**What is needed**
State only how many lines of the records contain the string "yChannelSelector".

**Provided material**
┌──

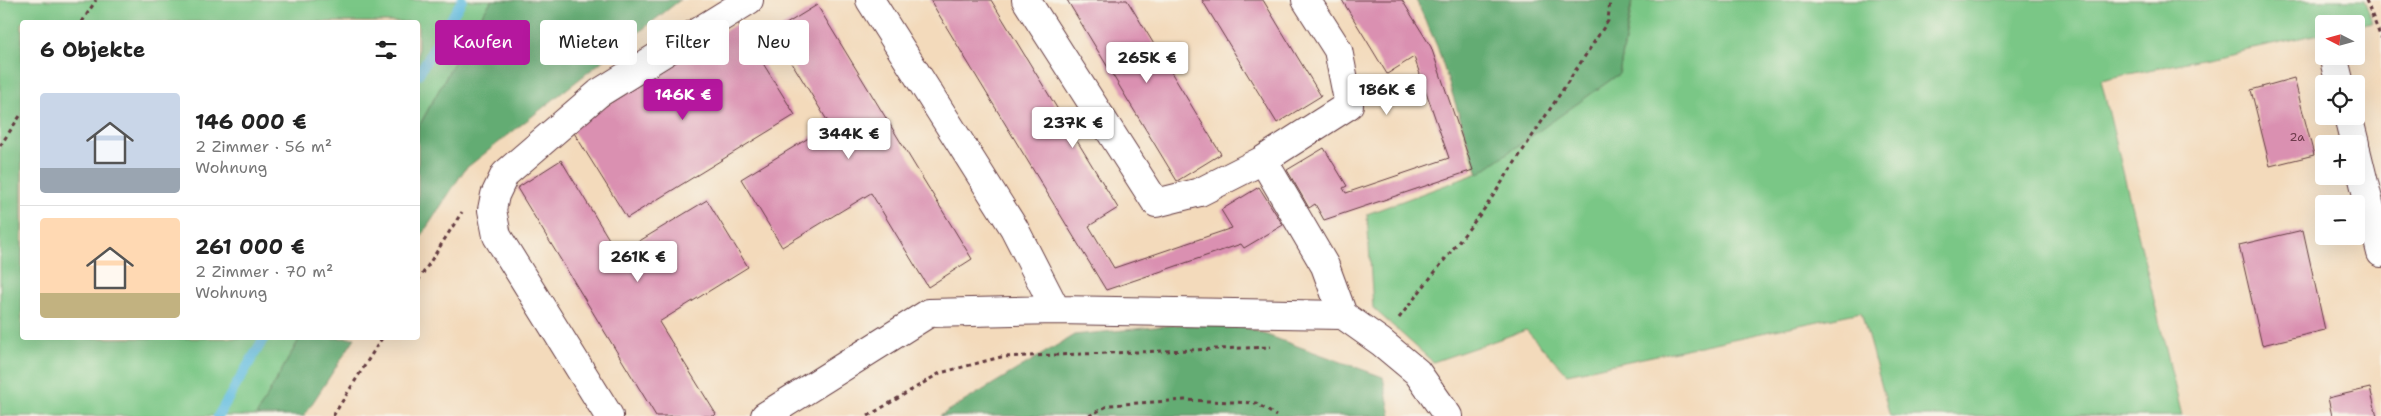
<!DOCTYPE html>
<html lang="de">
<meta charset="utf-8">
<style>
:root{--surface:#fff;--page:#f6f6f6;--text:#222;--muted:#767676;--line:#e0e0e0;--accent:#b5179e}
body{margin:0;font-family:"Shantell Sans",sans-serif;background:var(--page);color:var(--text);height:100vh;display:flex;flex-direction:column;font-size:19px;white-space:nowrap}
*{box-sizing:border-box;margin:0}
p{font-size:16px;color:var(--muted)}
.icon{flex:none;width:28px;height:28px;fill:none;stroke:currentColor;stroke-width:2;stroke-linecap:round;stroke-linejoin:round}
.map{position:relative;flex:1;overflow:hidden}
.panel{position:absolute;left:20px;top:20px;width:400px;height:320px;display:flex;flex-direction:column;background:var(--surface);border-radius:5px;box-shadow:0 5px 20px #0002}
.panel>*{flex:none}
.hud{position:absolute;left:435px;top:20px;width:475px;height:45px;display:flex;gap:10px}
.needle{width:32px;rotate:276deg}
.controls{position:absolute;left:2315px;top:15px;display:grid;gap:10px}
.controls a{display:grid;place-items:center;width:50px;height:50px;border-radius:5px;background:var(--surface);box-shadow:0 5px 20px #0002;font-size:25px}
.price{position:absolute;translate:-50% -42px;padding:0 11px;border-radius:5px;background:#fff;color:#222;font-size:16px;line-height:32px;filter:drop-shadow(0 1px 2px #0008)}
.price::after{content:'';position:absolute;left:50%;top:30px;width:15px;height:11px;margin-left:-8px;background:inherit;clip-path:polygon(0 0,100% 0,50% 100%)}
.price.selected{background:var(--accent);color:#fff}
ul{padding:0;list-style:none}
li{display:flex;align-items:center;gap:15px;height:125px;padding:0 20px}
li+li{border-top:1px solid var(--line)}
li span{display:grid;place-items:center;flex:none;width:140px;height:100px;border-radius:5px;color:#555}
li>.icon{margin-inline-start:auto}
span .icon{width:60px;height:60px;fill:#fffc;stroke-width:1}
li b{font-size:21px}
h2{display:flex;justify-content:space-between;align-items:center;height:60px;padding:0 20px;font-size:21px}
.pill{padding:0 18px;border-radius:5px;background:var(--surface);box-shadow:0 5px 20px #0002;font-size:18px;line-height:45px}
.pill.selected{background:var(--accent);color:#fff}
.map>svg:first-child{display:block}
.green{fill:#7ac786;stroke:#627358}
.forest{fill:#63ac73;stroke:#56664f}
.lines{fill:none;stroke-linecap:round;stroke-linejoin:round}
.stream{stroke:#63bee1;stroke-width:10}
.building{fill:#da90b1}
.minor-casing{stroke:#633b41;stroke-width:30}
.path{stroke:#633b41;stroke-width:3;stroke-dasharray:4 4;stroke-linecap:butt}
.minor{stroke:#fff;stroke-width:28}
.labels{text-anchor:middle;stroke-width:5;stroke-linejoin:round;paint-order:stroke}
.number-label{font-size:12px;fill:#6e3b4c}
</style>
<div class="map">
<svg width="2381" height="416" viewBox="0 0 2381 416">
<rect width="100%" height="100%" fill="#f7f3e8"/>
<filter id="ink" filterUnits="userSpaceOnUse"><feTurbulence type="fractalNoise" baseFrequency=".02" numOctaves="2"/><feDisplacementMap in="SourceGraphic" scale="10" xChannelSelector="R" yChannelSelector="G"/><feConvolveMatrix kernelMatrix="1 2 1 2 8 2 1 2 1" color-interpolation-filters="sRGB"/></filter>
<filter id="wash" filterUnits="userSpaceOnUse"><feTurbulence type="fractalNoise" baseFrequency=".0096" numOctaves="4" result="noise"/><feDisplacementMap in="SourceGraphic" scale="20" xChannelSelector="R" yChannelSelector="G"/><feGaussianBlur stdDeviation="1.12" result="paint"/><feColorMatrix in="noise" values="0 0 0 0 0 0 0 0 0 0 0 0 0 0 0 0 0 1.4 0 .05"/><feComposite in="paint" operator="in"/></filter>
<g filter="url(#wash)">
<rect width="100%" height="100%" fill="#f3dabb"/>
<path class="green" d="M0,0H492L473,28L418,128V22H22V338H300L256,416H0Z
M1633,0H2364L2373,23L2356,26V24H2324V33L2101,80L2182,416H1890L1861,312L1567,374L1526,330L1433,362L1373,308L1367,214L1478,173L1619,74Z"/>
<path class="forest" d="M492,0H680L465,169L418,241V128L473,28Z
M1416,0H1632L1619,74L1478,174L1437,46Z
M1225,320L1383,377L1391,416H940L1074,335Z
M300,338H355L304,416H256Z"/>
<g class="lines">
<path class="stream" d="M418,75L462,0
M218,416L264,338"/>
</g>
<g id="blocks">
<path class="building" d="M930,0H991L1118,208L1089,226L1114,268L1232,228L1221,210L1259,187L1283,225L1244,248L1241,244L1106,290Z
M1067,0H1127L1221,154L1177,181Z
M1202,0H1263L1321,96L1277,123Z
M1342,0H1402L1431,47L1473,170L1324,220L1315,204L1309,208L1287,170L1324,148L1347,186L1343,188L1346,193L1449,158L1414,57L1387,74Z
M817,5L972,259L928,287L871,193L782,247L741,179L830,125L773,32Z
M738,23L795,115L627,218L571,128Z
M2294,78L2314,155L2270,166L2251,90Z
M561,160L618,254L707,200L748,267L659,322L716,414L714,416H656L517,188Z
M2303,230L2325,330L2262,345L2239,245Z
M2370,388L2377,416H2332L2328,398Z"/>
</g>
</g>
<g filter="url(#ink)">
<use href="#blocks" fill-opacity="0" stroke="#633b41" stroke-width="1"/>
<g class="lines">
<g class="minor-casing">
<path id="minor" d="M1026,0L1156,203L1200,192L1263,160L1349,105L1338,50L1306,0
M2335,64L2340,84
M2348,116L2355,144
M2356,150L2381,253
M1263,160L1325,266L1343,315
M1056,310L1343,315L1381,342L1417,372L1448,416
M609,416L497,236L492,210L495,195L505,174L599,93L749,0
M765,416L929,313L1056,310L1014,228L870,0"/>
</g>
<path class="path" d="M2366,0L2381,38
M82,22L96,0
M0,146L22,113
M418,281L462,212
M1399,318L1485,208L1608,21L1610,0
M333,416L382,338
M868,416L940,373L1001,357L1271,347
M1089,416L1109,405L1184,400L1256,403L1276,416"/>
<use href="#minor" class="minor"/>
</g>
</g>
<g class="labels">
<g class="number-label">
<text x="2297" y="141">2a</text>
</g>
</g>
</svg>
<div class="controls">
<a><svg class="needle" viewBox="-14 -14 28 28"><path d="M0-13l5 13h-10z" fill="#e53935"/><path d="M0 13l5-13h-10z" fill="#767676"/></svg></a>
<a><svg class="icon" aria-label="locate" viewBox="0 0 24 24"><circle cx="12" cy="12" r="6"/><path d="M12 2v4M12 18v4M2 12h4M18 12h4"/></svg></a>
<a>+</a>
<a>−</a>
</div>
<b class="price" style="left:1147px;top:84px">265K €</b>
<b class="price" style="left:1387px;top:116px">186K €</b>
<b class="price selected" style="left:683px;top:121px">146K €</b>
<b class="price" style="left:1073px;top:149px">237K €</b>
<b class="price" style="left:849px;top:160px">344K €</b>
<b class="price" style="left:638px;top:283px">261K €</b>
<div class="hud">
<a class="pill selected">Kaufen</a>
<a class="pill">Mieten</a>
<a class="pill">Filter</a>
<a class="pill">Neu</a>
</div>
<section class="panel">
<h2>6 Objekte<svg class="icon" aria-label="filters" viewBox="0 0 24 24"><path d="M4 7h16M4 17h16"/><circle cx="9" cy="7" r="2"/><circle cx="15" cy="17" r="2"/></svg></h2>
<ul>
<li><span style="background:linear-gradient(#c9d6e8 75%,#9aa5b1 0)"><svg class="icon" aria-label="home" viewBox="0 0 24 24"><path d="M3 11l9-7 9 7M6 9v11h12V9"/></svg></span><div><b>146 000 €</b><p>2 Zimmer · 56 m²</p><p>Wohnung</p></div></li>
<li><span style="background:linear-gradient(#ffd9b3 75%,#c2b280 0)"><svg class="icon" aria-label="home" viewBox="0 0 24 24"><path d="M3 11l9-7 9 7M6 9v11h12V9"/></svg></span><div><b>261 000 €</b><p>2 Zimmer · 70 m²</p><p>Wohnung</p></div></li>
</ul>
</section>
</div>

└──

**Written answer**
2